DIRECTIONS FOR THIS TASK
Your task is to reproduce the entries below word for word.

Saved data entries
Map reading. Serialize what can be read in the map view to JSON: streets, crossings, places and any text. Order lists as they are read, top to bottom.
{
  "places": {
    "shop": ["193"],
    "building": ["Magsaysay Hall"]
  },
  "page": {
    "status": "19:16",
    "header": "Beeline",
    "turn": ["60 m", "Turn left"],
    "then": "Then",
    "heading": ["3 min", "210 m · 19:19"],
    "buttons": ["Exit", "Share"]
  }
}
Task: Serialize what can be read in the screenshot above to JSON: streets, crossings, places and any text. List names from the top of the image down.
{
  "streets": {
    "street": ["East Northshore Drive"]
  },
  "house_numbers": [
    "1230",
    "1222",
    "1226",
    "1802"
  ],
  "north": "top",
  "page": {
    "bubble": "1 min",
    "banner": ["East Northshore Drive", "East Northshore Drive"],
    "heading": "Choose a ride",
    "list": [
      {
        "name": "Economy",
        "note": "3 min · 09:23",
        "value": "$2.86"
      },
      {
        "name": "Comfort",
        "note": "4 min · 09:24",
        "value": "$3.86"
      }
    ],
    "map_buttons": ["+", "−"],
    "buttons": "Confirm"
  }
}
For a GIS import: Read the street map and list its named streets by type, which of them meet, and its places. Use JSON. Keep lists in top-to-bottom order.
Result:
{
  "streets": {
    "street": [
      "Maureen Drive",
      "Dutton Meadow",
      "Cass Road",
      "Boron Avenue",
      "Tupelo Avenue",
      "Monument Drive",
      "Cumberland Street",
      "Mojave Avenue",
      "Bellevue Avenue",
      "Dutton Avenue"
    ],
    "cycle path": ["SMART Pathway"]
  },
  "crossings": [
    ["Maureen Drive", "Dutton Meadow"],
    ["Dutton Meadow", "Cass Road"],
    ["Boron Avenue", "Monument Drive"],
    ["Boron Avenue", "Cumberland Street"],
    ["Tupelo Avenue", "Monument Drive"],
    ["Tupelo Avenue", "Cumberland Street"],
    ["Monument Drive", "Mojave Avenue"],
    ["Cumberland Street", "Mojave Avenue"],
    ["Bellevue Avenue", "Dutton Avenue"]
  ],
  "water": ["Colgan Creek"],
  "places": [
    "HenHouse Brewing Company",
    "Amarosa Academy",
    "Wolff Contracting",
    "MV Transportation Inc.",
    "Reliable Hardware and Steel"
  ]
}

RESPONSE FOR THIS EXERCISE
Map reading. Serialize what can be read in the map view to JSON: streets, crossings, places and any text. Order lists as they are read, top to bottom.
{
  "places": {
    "shop": ["193"],
    "building": ["Magsaysay Hall"]
  },
  "page": {
    "status": "19:16",
    "header": "Beeline",
    "turn": ["60 m", "Turn left"],
    "then": "Then",
    "heading": ["3 min", "210 m · 19:19"],
    "buttons": ["Exit", "Share"]
  }
}
Task: Serialize what can be read in the screenshot above to JSON: streets, crossings, places and any text. List names from the top of the image down.
{
  "streets": {
    "street": ["East Northshore Drive"]
  },
  "house_numbers": [
    "1230",
    "1222",
    "1226",
    "1802"
  ],
  "north": "top",
  "page": {
    "bubble": "1 min",
    "banner": ["East Northshore Drive", "East Northshore Drive"],
    "heading": "Choose a ride",
    "list": [
      {
        "name": "Economy",
        "note": "3 min · 09:23",
        "value": "$2.86"
      },
      {
        "name": "Comfort",
        "note": "4 min · 09:24",
        "value": "$3.86"
      }
    ],
    "map_buttons": ["+", "−"],
    "buttons": "Confirm"
  }
}
For a GIS import: Read the street map and list its named streets by type, which of them meet, and its places. Use JSON. Keep lists in top-to-bottom order.
Result:
{
  "streets": {
    "street": [
      "Maureen Drive",
      "Dutton Meadow",
      "Cass Road",
      "Boron Avenue",
      "Tupelo Avenue",
      "Monument Drive",
      "Cumberland Street",
      "Mojave Avenue",
      "Bellevue Avenue",
      "Dutton Avenue"
    ],
    "cycle path": ["SMART Pathway"]
  },
  "crossings": [
    ["Maureen Drive", "Dutton Meadow"],
    ["Dutton Meadow", "Cass Road"],
    ["Boron Avenue", "Monument Drive"],
    ["Boron Avenue", "Cumberland Street"],
    ["Tupelo Avenue", "Monument Drive"],
    ["Tupelo Avenue", "Cumberland Street"],
    ["Monument Drive", "Mojave Avenue"],
    ["Cumberland Street", "Mojave Avenue"],
    ["Bellevue Avenue", "Dutton Avenue"]
  ],
  "water": ["Colgan Creek"],
  "places": [
    "HenHouse Brewing Company",
    "Amarosa Academy",
    "Wolff Contracting",
    "MV Transportation Inc.",
    "Reliable Hardware and Steel"
  ]
}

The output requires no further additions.